# PROBLEM DETAILS
Leave out the pictures and copy everything else in the records exactly.

# RECORDS TO USE

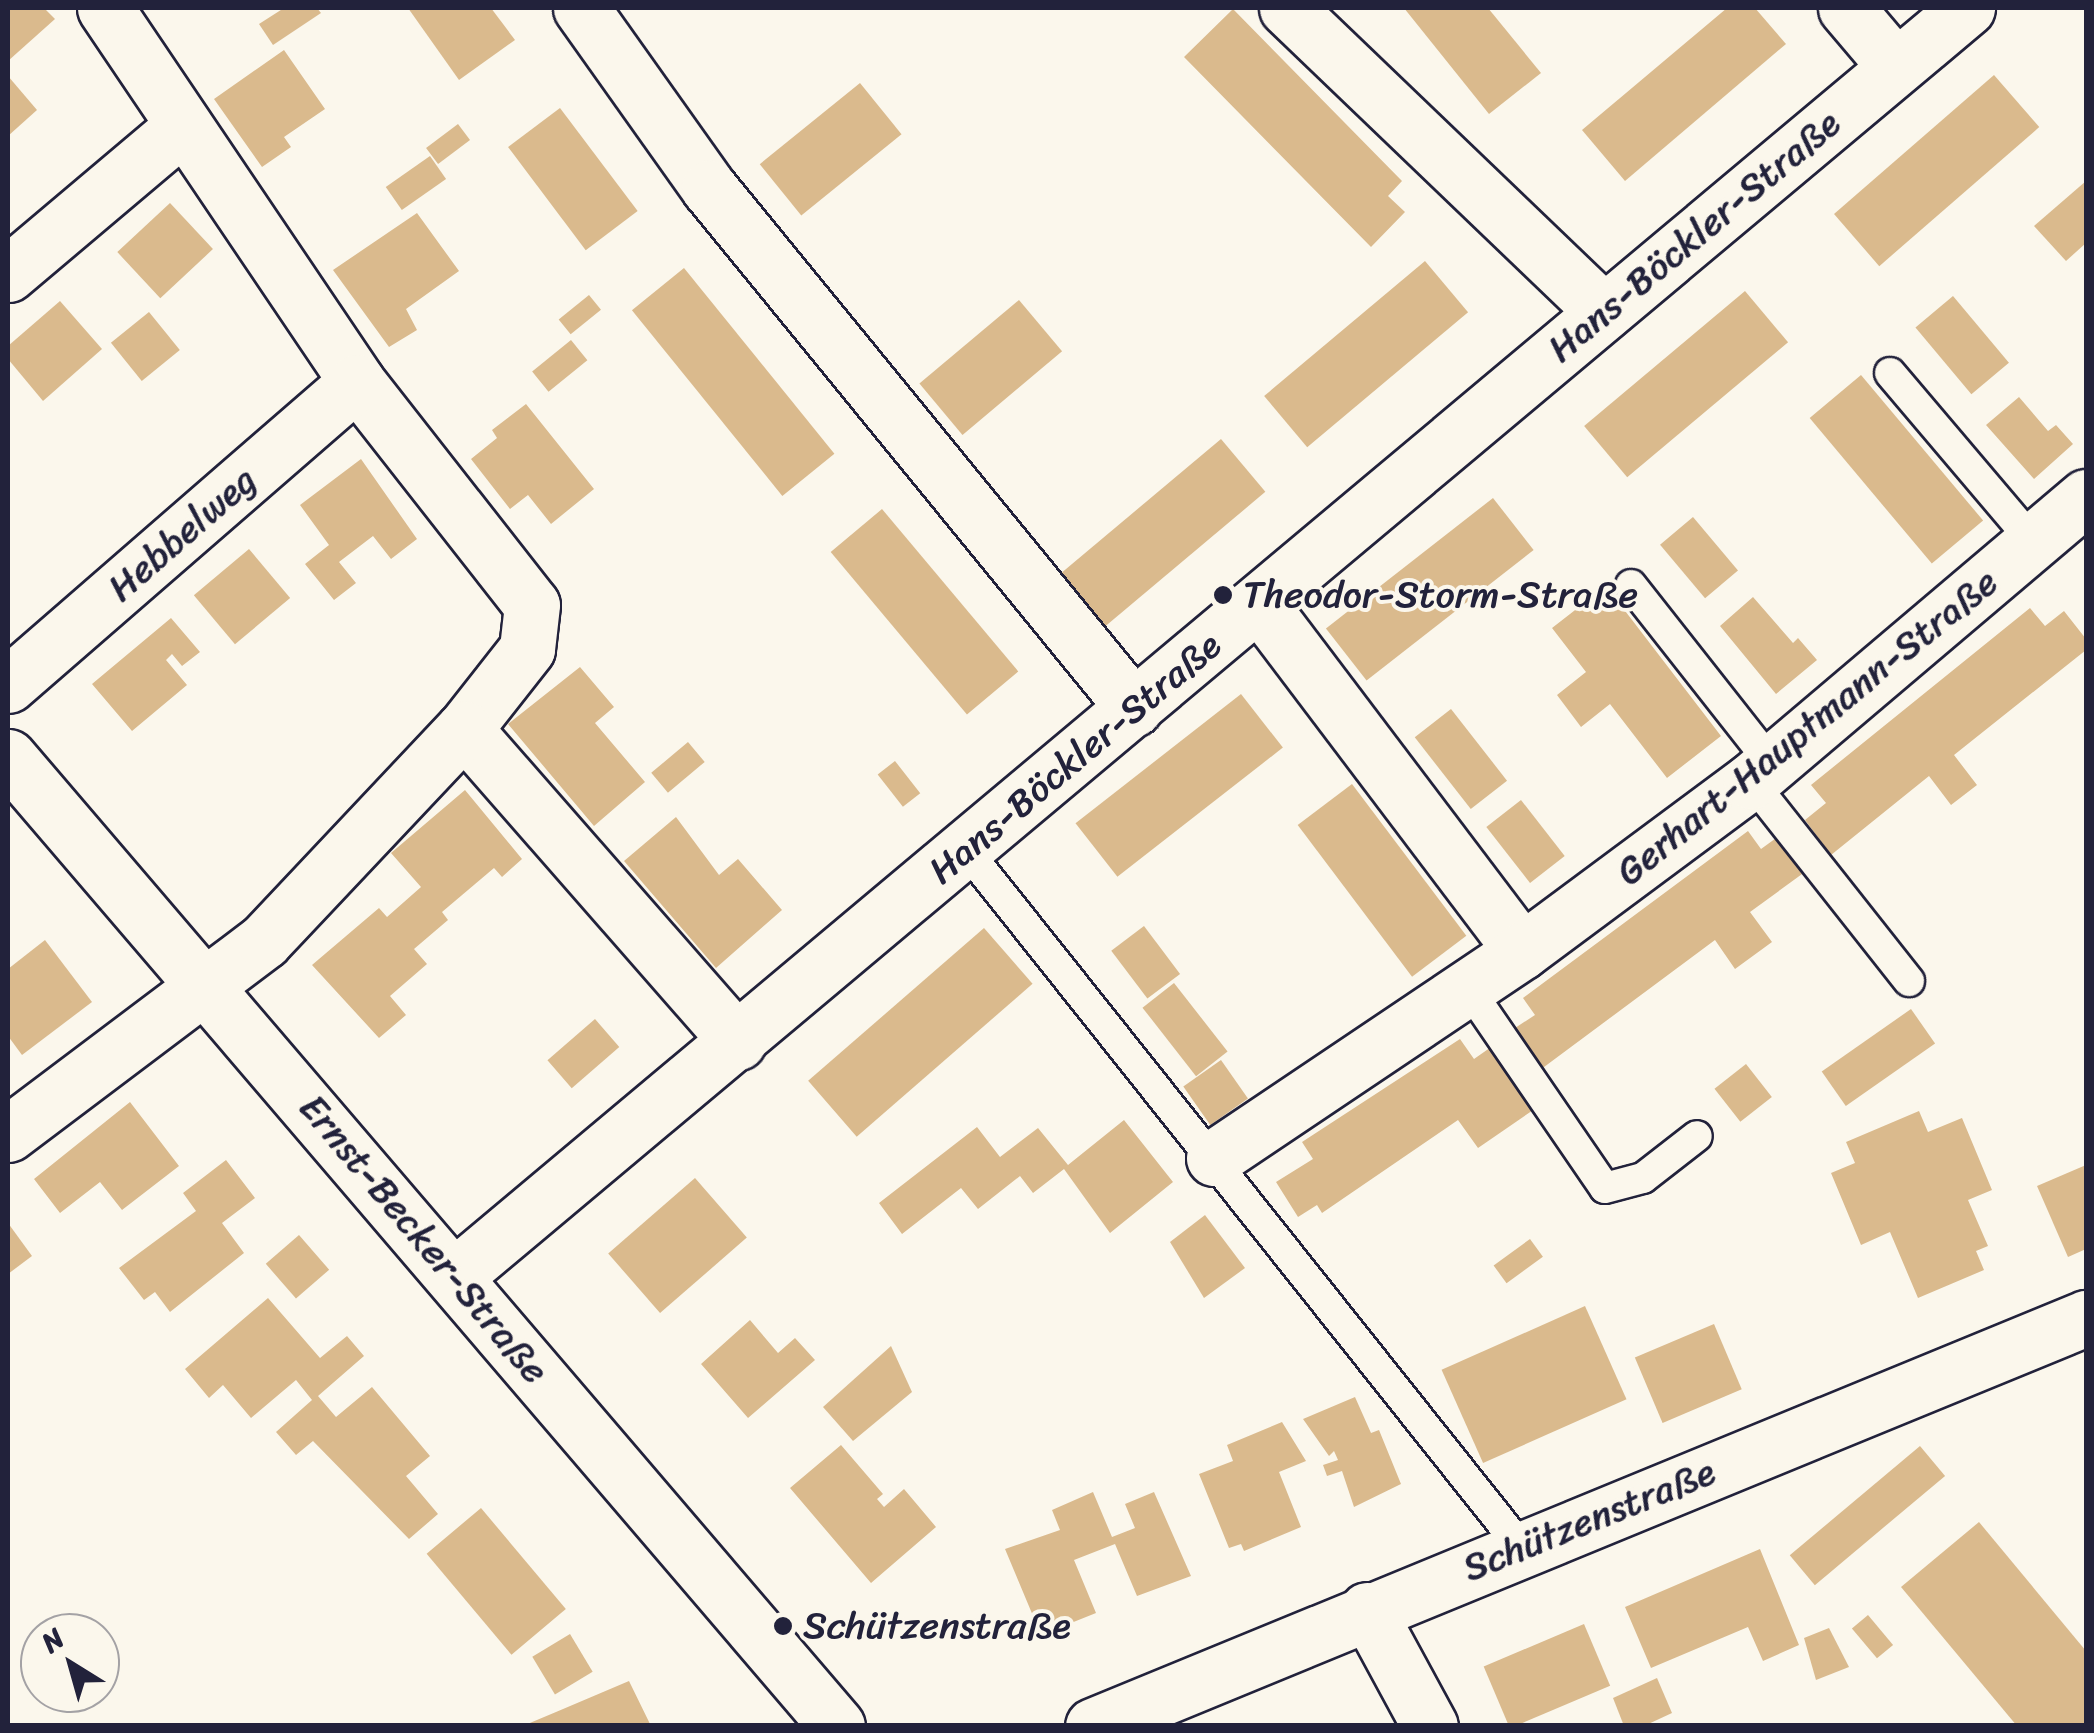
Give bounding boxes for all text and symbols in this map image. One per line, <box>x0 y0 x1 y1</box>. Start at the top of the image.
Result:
street label: Hans-Böckler-Straße <box>1539 100 1849 372</box>
street label: Hebbelweg <box>98 457 266 611</box>
street label: Gerhart-Hauptmann-Straße <box>1607 559 2007 895</box>
place label: Theodor-Storm-Straße <box>1243 572 1638 618</box>
marker: Theodor-Storm-Straße <box>1212 584 1234 606</box>
street label: Hans-Böckler-Straße <box>920 622 1230 894</box>
street label: Ernst-Becker-Straße <box>290 1085 558 1393</box>
street label: Schützenstraße <box>1456 1449 1722 1591</box>
place label: Schützenstraße <box>803 1603 1071 1649</box>
north arrow <box>20 1613 120 1713</box>
text: N <box>30 1615 75 1666</box>
marker: Schützenstraße <box>772 1615 794 1637</box>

# YOUR SOLUTION
Give bounding boxes for all text and symbols in this map image. One per line, <box>x0 y0 x1 y1</box>. Start at the top of the image.
Result:
street label: Hans-Böckler-Straße <box>1539 100 1849 372</box>
street label: Hebbelweg <box>98 457 266 611</box>
street label: Gerhart-Hauptmann-Straße <box>1607 559 2007 895</box>
place label: Theodor-Storm-Straße <box>1243 572 1638 618</box>
marker: Theodor-Storm-Straße <box>1212 584 1234 606</box>
street label: Hans-Böckler-Straße <box>920 622 1230 894</box>
street label: Ernst-Becker-Straße <box>290 1085 558 1393</box>
street label: Schützenstraße <box>1456 1449 1722 1591</box>
place label: Schützenstraße <box>803 1603 1071 1649</box>
north arrow <box>20 1613 120 1713</box>
text: N <box>30 1615 75 1666</box>
marker: Schützenstraße <box>772 1615 794 1637</box>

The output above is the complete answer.